### EXERCISE DETAILS
Pull every line that includes the word "place" out of the data below and copy it.

Dataset records:
____

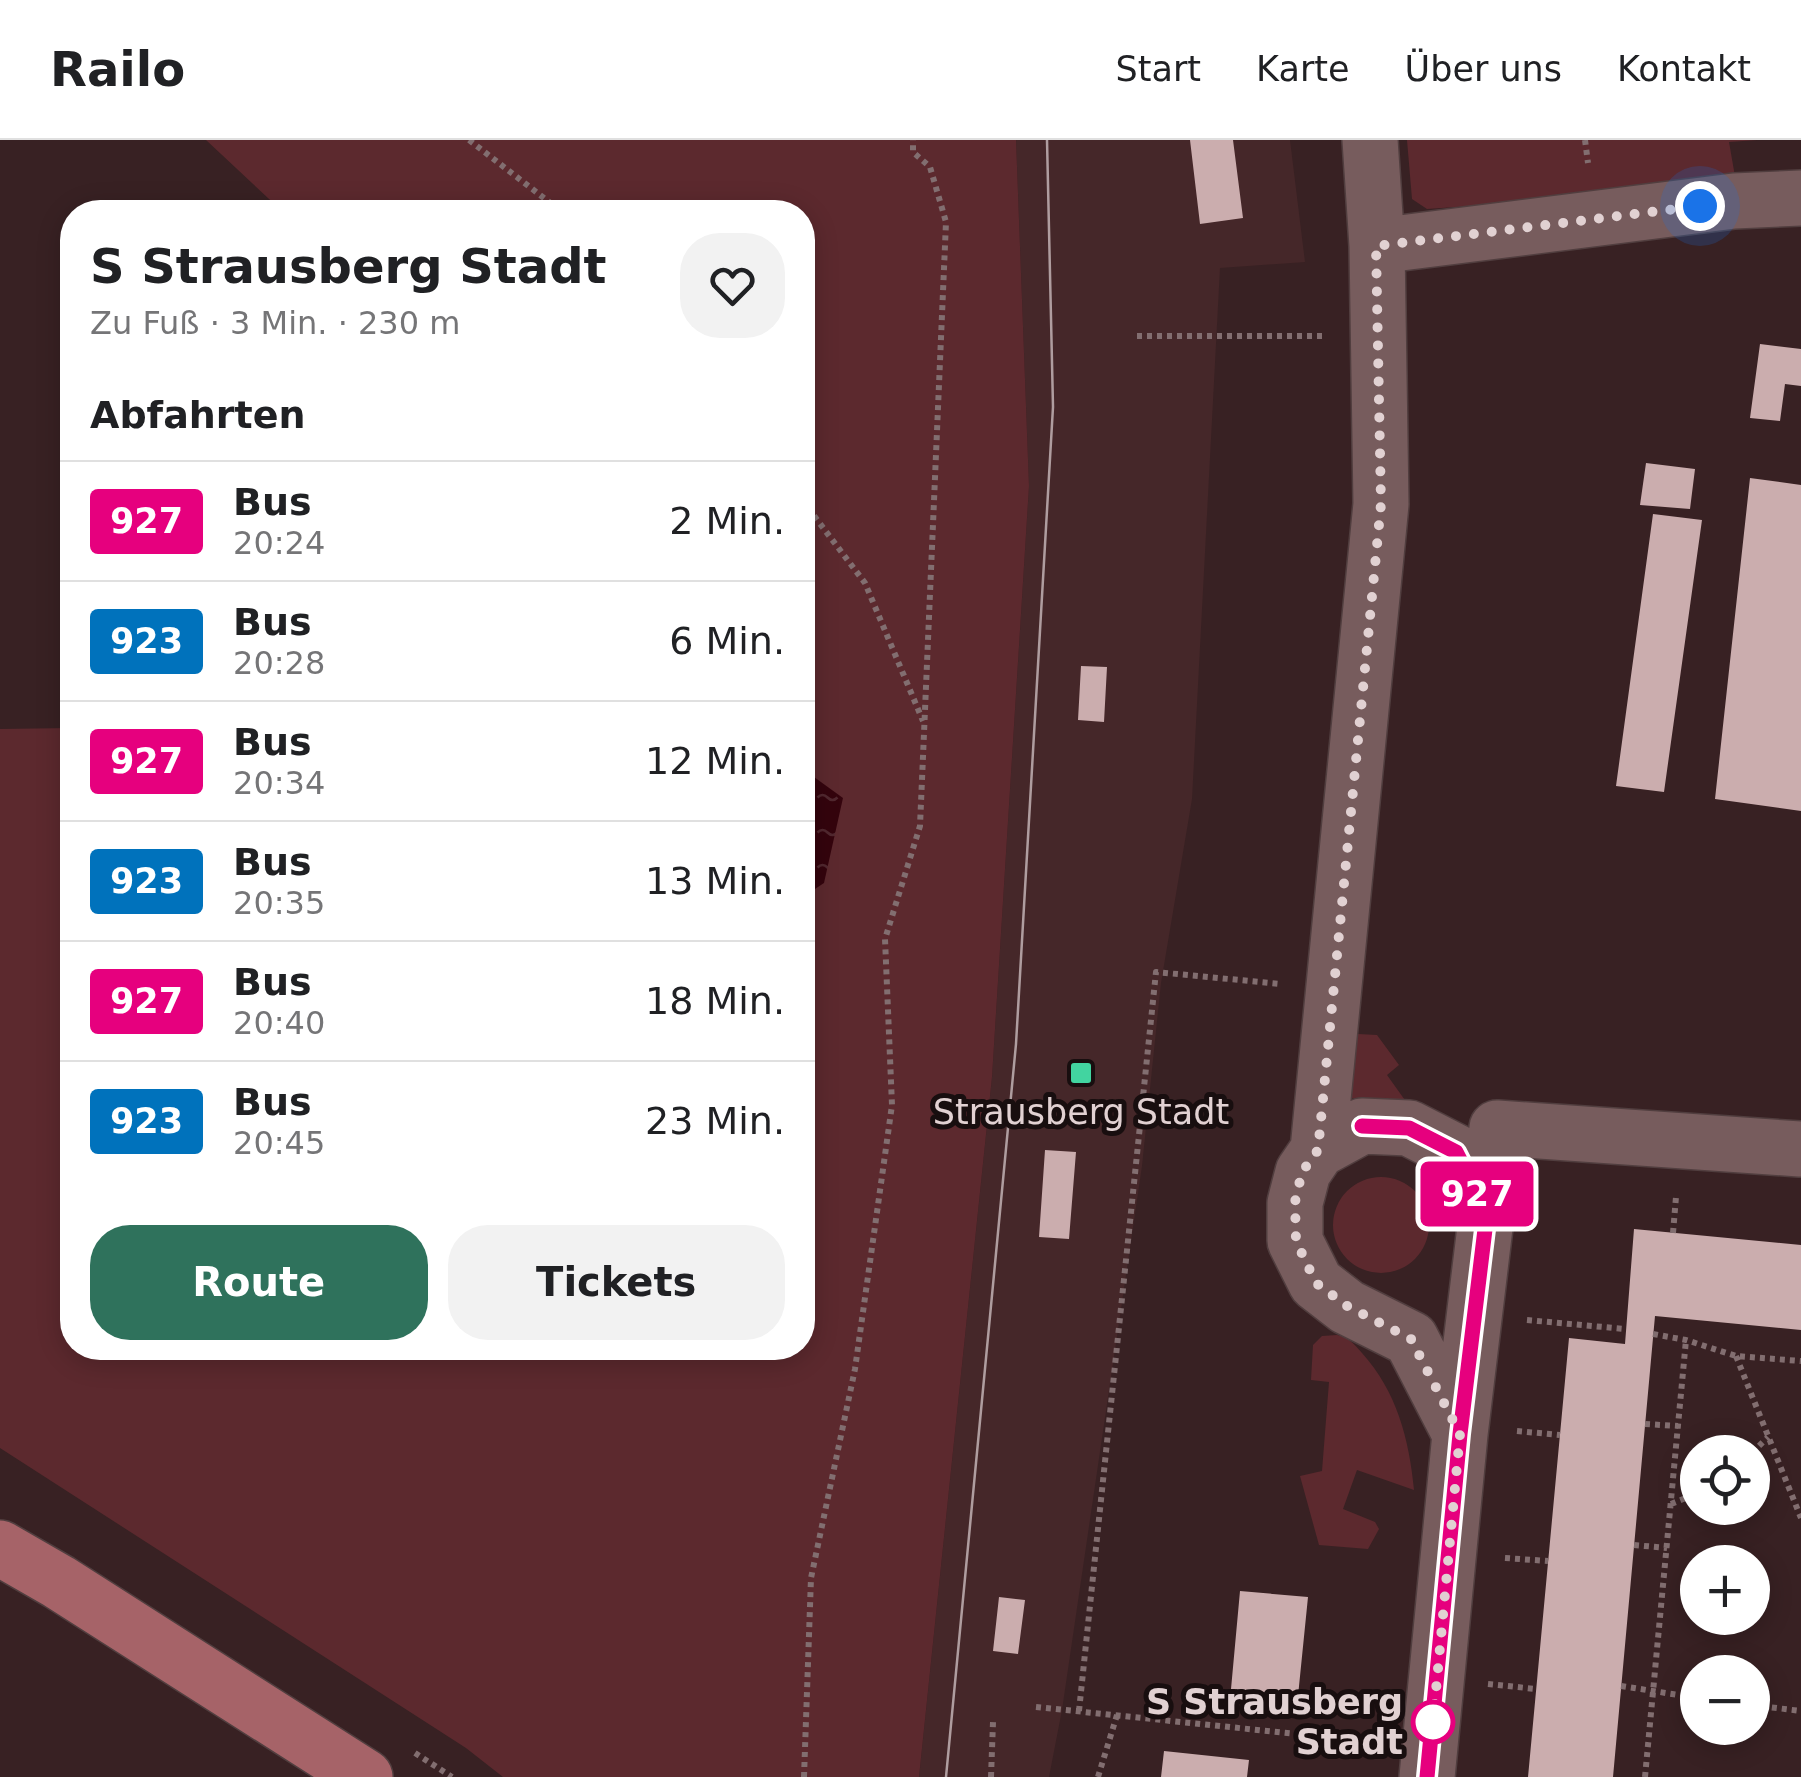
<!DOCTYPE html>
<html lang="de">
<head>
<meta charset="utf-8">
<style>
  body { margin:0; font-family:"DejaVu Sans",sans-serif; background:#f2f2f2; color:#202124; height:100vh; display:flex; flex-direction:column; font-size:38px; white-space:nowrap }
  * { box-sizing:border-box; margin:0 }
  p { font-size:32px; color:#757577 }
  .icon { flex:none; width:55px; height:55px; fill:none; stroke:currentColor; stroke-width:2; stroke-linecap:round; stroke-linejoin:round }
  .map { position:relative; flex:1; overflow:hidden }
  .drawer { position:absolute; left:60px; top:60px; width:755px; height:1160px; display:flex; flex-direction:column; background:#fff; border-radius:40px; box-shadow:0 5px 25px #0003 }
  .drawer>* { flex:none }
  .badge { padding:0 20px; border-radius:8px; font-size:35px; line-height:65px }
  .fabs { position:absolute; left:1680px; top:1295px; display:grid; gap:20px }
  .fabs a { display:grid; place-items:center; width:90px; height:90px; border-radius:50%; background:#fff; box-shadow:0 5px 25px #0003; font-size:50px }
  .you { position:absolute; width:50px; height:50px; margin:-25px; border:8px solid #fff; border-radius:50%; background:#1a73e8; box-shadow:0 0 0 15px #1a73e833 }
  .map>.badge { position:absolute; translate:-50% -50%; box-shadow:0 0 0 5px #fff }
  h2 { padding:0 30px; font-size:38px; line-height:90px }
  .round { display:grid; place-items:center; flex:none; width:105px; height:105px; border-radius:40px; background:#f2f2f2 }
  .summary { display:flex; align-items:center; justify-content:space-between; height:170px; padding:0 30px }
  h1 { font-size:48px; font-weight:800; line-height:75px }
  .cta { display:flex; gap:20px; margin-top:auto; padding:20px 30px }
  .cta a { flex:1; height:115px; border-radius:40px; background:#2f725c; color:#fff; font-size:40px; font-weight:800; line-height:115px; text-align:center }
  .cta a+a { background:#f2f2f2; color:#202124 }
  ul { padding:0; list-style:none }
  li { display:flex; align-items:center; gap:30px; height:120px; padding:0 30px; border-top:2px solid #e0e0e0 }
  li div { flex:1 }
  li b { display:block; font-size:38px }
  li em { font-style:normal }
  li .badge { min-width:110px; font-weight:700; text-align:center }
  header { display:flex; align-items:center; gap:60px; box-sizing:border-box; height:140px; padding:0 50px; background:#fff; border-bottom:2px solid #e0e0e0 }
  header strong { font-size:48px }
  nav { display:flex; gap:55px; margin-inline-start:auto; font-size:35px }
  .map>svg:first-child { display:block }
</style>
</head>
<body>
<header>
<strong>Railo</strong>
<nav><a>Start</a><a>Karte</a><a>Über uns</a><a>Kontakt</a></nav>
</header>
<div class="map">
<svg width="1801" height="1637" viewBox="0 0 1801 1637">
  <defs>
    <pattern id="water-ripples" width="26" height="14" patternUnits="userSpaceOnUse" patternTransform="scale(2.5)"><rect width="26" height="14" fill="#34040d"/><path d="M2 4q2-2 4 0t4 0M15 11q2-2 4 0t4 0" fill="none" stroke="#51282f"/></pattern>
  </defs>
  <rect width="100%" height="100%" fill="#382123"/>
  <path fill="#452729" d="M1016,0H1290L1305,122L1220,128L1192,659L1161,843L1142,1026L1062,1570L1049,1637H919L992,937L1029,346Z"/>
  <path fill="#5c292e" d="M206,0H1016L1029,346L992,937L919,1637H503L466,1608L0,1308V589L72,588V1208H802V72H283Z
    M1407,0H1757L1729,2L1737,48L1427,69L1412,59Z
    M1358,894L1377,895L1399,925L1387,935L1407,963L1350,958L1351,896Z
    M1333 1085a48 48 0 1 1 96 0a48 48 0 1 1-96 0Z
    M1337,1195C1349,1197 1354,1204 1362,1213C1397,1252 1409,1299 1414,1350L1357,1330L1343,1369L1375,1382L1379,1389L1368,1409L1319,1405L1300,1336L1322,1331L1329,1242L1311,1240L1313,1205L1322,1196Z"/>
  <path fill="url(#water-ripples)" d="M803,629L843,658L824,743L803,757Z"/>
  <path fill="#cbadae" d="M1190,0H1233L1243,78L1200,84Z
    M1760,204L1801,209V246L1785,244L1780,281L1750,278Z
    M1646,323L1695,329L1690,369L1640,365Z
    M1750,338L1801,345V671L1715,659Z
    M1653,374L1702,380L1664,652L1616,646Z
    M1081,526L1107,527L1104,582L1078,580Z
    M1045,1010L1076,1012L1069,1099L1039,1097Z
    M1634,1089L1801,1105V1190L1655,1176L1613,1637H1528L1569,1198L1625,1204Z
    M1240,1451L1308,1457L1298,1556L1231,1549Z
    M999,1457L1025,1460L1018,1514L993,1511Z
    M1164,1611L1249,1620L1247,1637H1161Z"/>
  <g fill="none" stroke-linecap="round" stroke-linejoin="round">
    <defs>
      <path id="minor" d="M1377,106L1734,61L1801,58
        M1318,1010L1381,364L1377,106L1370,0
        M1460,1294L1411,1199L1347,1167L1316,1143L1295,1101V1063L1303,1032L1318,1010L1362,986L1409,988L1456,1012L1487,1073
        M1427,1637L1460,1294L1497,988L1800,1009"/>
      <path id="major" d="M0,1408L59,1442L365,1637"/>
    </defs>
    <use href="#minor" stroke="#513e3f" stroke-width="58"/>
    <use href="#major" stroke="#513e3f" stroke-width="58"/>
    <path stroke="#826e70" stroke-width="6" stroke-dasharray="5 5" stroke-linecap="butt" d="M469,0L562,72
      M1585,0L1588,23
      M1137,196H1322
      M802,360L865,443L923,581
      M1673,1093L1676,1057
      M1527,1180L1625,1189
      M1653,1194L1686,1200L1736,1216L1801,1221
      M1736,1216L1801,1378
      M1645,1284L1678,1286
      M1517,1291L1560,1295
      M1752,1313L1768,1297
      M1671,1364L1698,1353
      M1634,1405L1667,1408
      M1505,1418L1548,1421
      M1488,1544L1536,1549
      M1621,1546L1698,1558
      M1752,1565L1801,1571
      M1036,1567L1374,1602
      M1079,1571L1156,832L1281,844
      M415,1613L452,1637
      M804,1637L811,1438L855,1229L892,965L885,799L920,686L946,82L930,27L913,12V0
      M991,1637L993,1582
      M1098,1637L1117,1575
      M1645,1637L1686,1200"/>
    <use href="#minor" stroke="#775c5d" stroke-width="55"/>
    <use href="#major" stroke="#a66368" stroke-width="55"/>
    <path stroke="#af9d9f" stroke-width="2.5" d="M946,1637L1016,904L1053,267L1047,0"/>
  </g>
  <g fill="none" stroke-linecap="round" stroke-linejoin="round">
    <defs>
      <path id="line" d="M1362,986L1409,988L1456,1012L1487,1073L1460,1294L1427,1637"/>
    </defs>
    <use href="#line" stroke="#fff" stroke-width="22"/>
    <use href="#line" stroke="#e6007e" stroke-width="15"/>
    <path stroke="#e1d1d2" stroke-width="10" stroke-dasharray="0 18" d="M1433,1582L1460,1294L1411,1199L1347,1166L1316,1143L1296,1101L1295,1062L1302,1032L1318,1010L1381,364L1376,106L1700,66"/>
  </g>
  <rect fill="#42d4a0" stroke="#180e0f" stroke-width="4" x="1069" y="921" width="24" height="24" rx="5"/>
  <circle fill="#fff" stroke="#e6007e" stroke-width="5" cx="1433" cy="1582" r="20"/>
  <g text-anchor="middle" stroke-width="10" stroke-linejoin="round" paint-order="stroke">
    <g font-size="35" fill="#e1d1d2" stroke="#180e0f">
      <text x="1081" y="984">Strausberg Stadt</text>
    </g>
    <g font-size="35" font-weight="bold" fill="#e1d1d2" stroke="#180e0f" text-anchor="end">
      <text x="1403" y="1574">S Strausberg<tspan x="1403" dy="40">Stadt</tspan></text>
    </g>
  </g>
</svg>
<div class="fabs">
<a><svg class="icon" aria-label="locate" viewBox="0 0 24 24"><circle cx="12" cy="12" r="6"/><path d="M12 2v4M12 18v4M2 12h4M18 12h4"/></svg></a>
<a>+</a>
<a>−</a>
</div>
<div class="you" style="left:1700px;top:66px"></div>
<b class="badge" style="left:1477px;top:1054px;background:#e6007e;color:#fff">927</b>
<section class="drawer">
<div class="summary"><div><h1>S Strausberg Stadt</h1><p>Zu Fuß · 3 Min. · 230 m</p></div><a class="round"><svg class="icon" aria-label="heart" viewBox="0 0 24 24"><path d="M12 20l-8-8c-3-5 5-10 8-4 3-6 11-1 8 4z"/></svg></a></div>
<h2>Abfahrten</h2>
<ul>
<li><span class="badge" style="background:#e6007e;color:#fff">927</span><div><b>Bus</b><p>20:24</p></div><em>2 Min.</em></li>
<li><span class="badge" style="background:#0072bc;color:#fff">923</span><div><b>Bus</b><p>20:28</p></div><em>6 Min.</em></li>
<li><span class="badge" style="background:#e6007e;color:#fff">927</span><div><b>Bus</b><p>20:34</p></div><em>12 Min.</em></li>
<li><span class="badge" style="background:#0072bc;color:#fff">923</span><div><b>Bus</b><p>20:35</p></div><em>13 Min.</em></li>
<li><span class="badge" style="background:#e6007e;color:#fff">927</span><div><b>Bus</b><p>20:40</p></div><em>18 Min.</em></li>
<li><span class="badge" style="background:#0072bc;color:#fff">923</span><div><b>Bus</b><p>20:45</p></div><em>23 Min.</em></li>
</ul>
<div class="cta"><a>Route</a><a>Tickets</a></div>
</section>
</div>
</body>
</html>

____

### EXERCISE ANSWER
  .fabs a { display:grid; place-items:center; width:90px; height:90px; border-radius:50%; background:#fff; box-shadow:0 5px 25px #0003; font-size:50px }
  .round { display:grid; place-items:center; flex:none; width:105px; height:105px; border-radius:40px; background:#f2f2f2 }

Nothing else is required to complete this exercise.